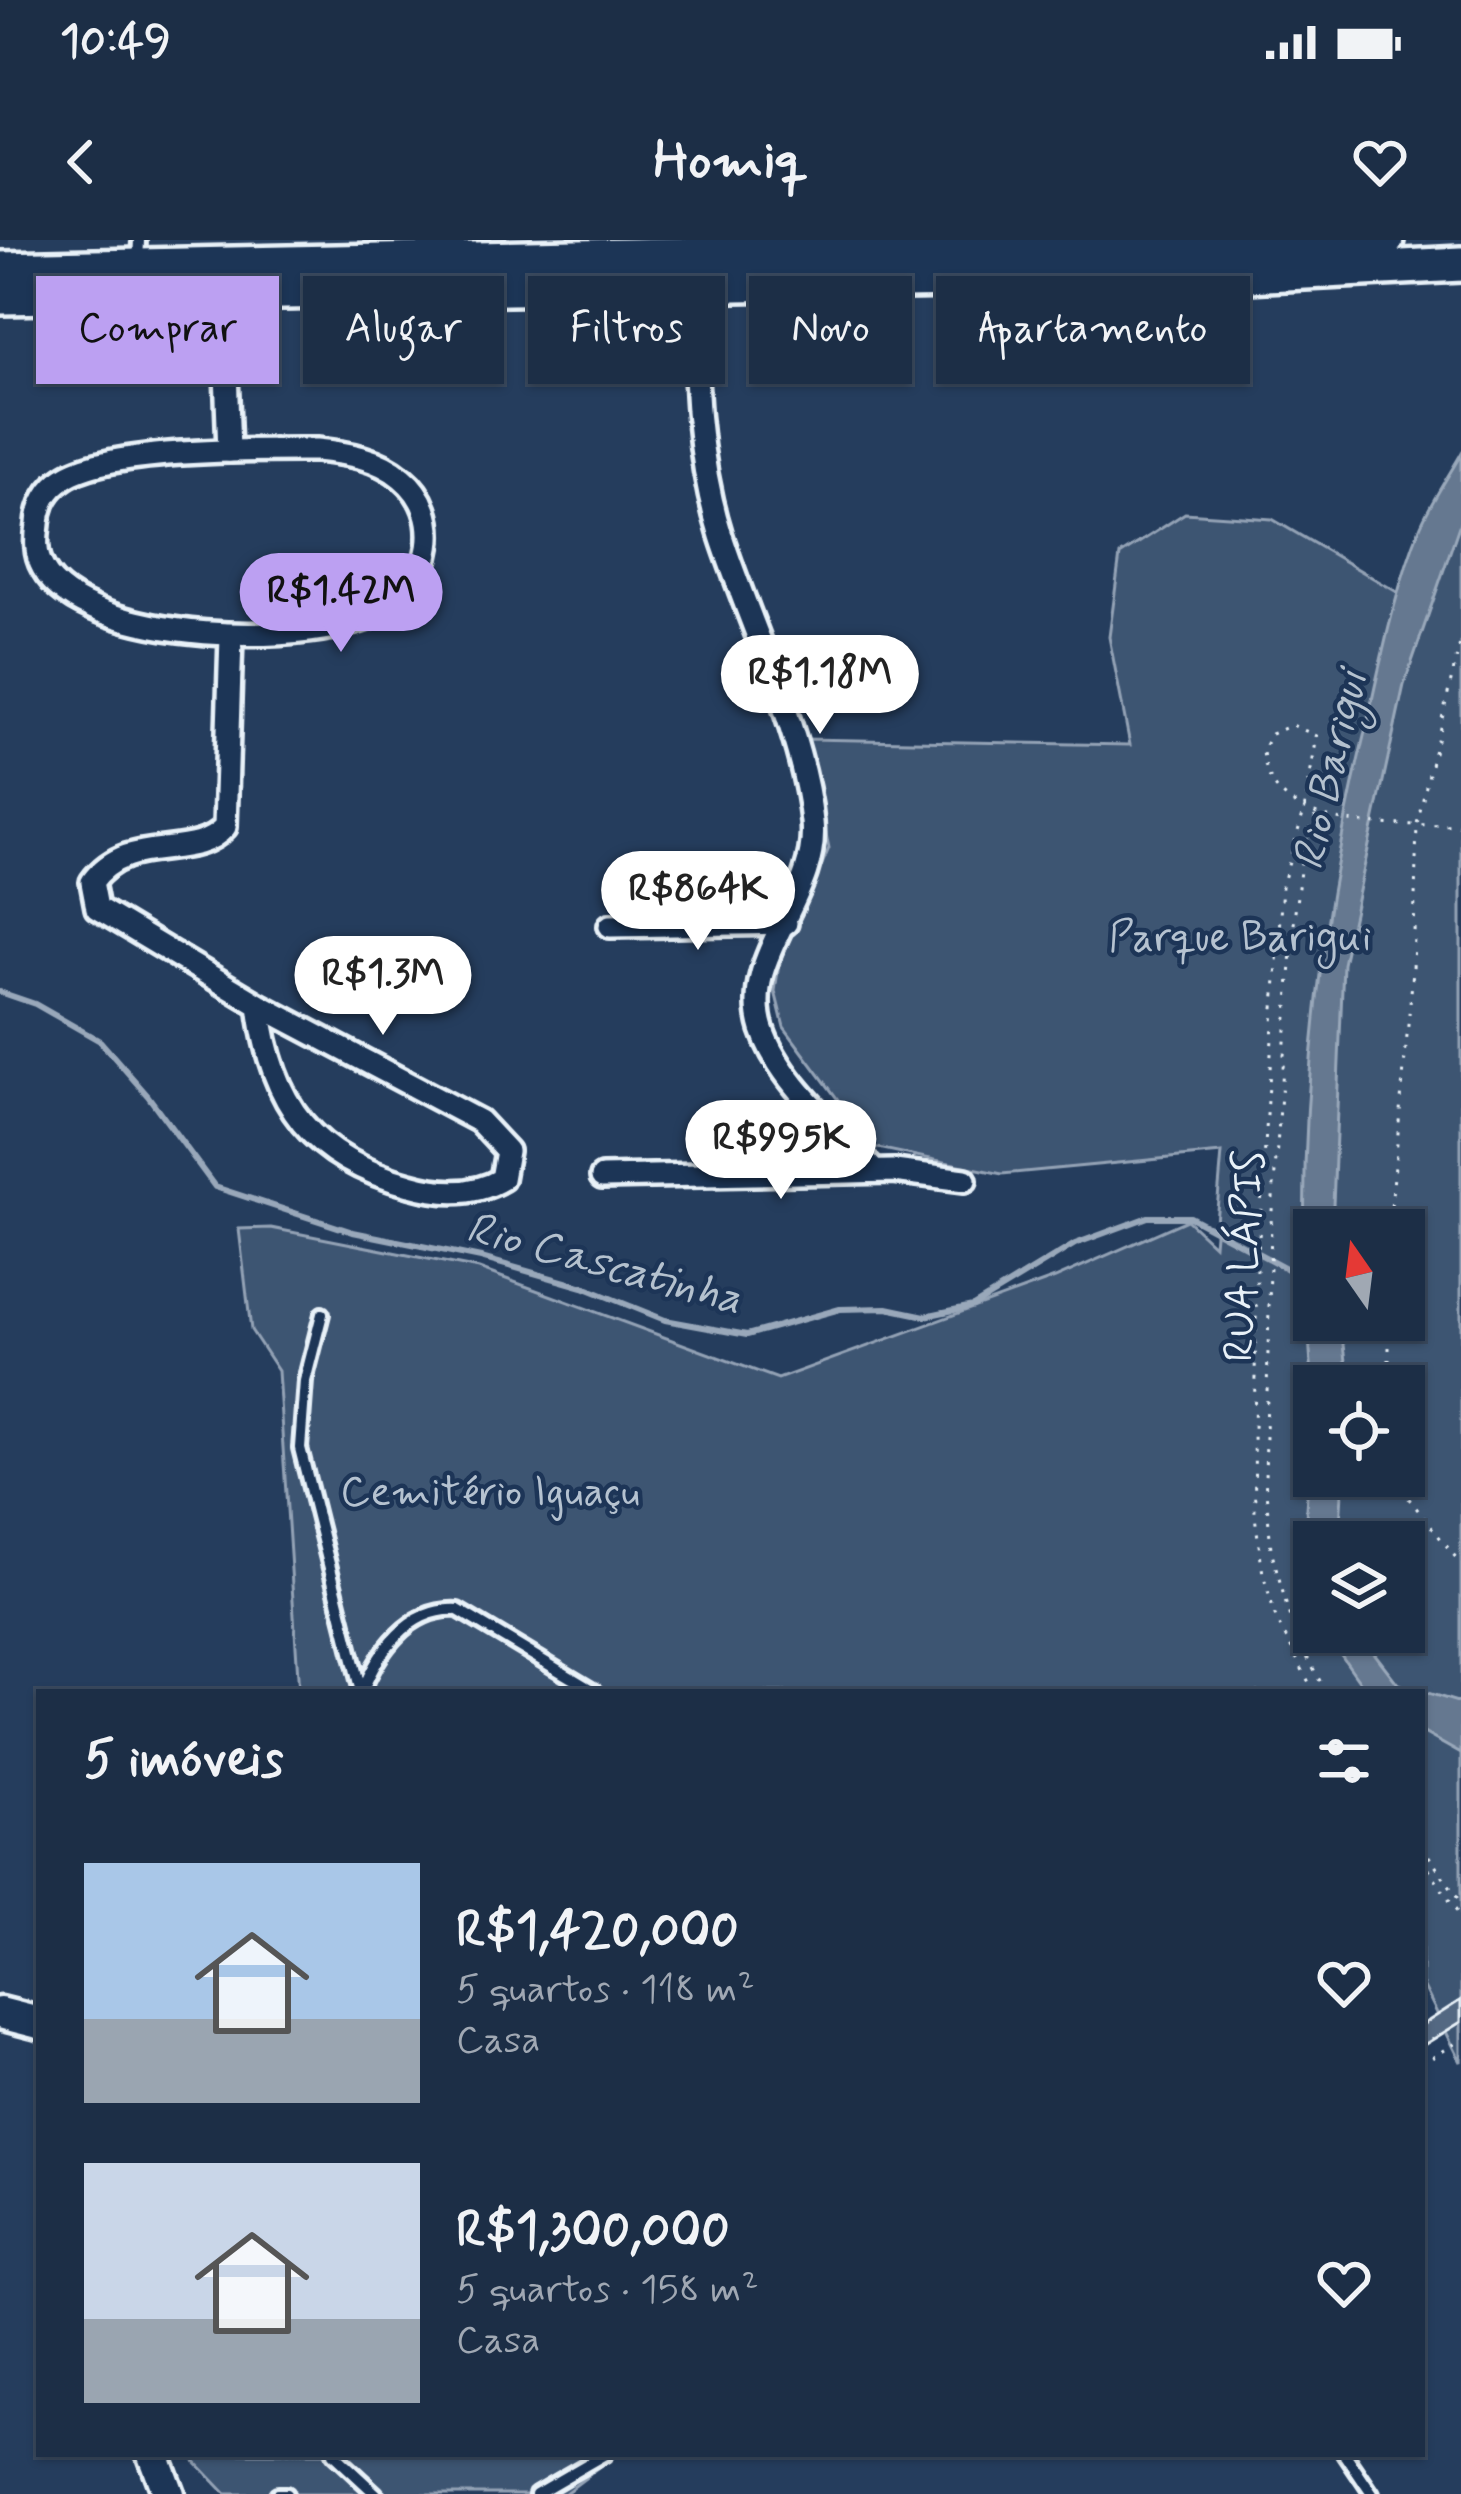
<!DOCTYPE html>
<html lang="pt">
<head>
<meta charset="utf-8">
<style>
	:root { --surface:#1c2e46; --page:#25364d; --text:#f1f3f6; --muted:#a0a8b3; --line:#3a4a5f; --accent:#bca0f2 }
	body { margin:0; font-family:Mynerve,sans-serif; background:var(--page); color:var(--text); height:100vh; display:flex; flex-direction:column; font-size:45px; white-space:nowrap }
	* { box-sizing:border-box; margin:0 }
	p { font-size:39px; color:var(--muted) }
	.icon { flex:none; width:66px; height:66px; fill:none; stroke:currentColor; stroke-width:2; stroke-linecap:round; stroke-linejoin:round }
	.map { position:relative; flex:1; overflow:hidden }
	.drawer { position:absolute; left:36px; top:1449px; width:1389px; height:768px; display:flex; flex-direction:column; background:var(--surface); border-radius:0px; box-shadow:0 3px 9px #0004,0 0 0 3px var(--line) }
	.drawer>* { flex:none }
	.guide { position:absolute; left:36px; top:36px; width:1389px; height:108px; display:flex; gap:24px }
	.needle { width:78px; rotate:346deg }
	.buttons { position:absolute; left:1293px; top:969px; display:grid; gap:24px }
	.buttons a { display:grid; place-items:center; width:132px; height:132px; border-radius:0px; background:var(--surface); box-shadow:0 3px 9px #0004,0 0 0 3px var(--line); font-size:60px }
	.price { position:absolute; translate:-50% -102px; padding:0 27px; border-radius:42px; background:#fff; color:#222; font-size:39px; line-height:78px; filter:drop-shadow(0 3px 6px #0008) }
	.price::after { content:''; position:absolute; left:50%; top:72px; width:36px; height:27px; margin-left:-18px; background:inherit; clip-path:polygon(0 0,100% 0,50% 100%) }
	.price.active { background:var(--accent); color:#111 }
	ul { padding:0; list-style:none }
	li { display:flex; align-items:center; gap:36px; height:300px; padding:0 48px }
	li span { display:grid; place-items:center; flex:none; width:336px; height:240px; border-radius:0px; color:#555 }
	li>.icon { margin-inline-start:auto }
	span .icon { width:144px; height:144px; fill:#fffc; stroke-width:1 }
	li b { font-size:51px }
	h2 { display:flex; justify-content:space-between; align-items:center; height:144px; padding:0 48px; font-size:51px }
	.tag { padding:0 42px; border-radius:0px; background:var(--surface); box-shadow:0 3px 9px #0004,0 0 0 3px var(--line); font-size:42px; line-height:108px }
	.tag.active { background:var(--accent); color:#111 }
	.status { display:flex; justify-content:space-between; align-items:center; height:84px; padding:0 60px; background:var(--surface); direction:ltr }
	.status svg { height:33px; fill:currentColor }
	header { display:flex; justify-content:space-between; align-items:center; height:156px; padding:0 48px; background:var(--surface); font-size:54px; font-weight:700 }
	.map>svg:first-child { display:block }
	.green { fill:#3e5472; stroke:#93a2b5; stroke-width:3; fill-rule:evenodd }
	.water { fill:#657890; stroke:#99a8ba; stroke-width:3 }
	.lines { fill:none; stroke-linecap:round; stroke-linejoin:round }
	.stream { stroke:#99a8ba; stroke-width:6 }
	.building { fill:#536782; stroke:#e8f1f8; stroke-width:3 }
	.service-casing { stroke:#e8f1f8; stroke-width:20 }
	.minor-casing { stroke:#e8f1f8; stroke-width:30 }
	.secondary-casing { stroke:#e8f1f8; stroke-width:39 }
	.primary-casing { stroke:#e8f1f8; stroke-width:42 }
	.path { stroke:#e8f1f8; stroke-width:3; stroke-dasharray:3 9; stroke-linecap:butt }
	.service { stroke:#1d3557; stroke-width:10 }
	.minor { stroke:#1d3557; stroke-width:21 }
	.secondary { stroke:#1d3557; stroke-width:30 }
	.primary { stroke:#1d3557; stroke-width:33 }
	.labels { text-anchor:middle; stroke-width:9; stroke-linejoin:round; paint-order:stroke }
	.park-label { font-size:42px; fill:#b5c2d0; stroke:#1d3557 }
	.street-label { font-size:42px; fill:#e8f1f8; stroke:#1d3557 }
	.water-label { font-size:45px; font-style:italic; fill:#b4c1ce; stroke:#1d3557 }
</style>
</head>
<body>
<div class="status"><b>10:49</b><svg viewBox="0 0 49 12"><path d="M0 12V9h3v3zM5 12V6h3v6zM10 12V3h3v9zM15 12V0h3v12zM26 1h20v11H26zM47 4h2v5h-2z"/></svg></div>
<header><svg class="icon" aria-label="back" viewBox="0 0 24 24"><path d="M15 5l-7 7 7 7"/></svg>Homiq<svg class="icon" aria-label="heart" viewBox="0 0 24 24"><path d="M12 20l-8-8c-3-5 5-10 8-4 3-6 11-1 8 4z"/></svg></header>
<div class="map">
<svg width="1461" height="2254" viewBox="0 0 1461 2254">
	<rect width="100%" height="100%" fill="#253d5d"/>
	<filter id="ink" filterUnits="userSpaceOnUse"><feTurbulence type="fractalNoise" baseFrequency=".00833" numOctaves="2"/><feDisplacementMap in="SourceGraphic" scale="24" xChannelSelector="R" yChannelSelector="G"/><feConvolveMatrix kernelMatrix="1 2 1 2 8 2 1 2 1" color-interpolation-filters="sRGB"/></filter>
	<g filter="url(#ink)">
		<g class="green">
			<path d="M1461,243v1579l-39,-79v-291h-1123l-21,-321 -27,-41 -12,-101 32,-1 208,41 299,110 277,-101 132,-58 27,25 8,-92 -220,21 -129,-27 -89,-120 -9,-36 4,-27 50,-116 -23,-109 324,6 -21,-108 11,-82 65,-42 87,6 144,84zM1314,990h90v90h-90zM1314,1146h90v90h-90zM1314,1302h90v90h-90z"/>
			<polygon points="188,2214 617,2214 564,2254 226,2254"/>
		</g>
		<g class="water">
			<path d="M1461,214v66l-57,165 -61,279 -11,266h-18v90h27l8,66h-35v8c-24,-222 -2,-441 50,-658 16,-70 30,-145 57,-211 11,-25 27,-48 40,-71z"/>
			<polygon points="1314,1156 1314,1236 1343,1236 1339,1302 1314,1302 1314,1345 1306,1269"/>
			<polygon points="1325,1392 1358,1392 1398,1444 1461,1463 1461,1514 1422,1492 1422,1452 1367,1452"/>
		</g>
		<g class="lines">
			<polyline class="stream" points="0,752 35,764 100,801 148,856 215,947 353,992 481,1018 583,1047 665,1080 747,1095 840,1069 887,1068 925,1076 973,1066 1075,1004 1148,977 1190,977 1314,1043"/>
		</g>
		<polygon class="building" points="1461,1760 1461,1782 1422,1806 1422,1785"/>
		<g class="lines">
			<g class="service-casing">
				<g id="service">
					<polyline points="138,23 139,0"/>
					<polyline points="322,1074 305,1141 300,1208 361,1452"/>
					<path d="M362,1452c16,-40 47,-85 96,-82l137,82"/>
					<polyline points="333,2214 376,2254"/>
					<polyline points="1345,2214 1372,2254"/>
					<polyline points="277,2254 286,2254"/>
					<polyline points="536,2254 605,2214"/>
				</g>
			</g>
			<g class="minor-casing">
				<g id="minor">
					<path d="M694,44c1,87 1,169 27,252 28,87 83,198 91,286 8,75 -73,134 -50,207 17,53 76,101 112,142"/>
					<polyline points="223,53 229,211"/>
					<path d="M317,210c29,3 62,8 85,28 44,36 31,103 -15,131 -68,41 -302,36 -344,-41 -8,-14 -7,-29 -5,-44 1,-19 10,-36 26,-46 43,-30 197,-28 253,-28z"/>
					<path d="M231,397l-6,190c-33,37 -96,4 -133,55l5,26 162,97 220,116 28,30 -5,28c-28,17 -61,15 -92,6 -98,-26 -139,-80 -151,-180"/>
					<polyline points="610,686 786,683"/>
					<polyline points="602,937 894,931 965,940"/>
				</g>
			</g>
			<g class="secondary-casing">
				<g id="secondary">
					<polyline points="0,1773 39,1783"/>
					<polyline points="153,2214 168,2254"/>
				</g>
			</g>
			<g class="primary-casing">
				<g id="primary">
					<polyline points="0,29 1386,0"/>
					<polyline points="0,57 1248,35 1461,24"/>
				</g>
			</g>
			<g class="path">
				<polyline points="1316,576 1302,614 1295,672 1271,984 1265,1239 1271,1309 1294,1393 1326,1452"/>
				<polyline points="1389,990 1413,731 1417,584 1461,399"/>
				<polyline points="1389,1146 1389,1080"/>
				<polyline points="1401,1236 1406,1255 1461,1324"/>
				<path d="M1314,1452l-38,-73 -13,-45 -8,-58 -1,-85 3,-163 25,-382 22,-75 13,-75 -25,-11 -21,9 -8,15c3,89 137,74 198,76"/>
				<polyline points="1422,1606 1461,1663"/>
				<polyline points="1422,1619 1461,1678"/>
				<polyline points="1422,1824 1461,1800"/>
			</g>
			<use href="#service" class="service"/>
			<use href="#minor" class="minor"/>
			<use href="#secondary" class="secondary"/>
			<use href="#primary" class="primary"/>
		</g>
	</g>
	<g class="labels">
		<g class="park-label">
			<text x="1240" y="710">Parque Barigui</text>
			<text x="490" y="1265">Cemitério Iguaçu</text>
		</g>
		<g class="street-label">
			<text transform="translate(1242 1016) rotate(-87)" y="15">RUA LÁPIS</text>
		</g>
		<g class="water-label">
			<text transform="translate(1328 530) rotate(-77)" y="16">Rio Barigui</text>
			<text transform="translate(605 1021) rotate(15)" y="16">Rio Cascatinha</text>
		</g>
	</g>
</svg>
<div class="buttons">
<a><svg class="needle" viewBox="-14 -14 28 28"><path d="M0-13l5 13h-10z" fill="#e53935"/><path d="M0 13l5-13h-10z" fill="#a0a8b3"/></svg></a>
<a><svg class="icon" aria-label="locate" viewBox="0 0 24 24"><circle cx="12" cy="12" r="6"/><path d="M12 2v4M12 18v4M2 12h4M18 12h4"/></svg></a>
<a><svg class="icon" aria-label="layers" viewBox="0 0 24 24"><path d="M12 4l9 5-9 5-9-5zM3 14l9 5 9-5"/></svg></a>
</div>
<b class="price active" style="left:341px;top:415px">R$1.42M</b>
<b class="price" style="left:820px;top:497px">R$1.18M</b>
<b class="price" style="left:698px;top:713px">R$864K</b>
<b class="price" style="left:383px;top:798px">R$1.3M</b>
<b class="price" style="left:781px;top:962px">R$995K</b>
<div class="guide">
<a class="tag active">Comprar</a>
<a class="tag">Alugar</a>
<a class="tag">Filtros</a>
<a class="tag">Novo</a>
<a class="tag">Apartamento</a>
</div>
<section class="drawer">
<h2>5 imóveis<svg class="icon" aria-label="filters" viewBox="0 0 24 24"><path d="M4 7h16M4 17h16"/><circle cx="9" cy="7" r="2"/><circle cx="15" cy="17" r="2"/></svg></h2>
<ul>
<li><span style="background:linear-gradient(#a9c7e8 65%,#9aa5b1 0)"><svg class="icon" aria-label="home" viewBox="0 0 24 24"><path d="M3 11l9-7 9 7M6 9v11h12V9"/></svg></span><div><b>R$1,420,000</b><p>5 quartos · 118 m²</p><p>Casa</p></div><svg class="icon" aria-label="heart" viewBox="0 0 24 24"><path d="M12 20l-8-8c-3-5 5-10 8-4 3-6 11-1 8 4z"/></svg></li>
<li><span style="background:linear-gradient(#c9d6e8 65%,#9aa5b1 0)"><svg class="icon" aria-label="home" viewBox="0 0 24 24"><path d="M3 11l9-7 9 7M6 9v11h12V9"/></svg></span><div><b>R$1,300,000</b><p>5 quartos · 158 m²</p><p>Casa</p></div><svg class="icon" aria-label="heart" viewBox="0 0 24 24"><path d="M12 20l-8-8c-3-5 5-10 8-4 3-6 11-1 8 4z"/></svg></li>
</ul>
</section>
</div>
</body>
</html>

What the task requires: Wherever the string "margin" turns up in the material, copy the whole line.

Result of the task:
	body { margin:0; font-family:Mynerve,sans-serif; background:var(--page); color:var(--text); height:100vh; display:flex; flex-direction:column; font-size:45px; white-space:nowrap }
	* { box-sizing:border-box; margin:0 }
	.price::after { content:''; position:absolute; left:50%; top:72px; width:36px; height:27px; margin-left:-18px; background:inherit; clip-path:polygon(0 0,100% 0,50% 100%) }
	li>.icon { margin-inline-start:auto }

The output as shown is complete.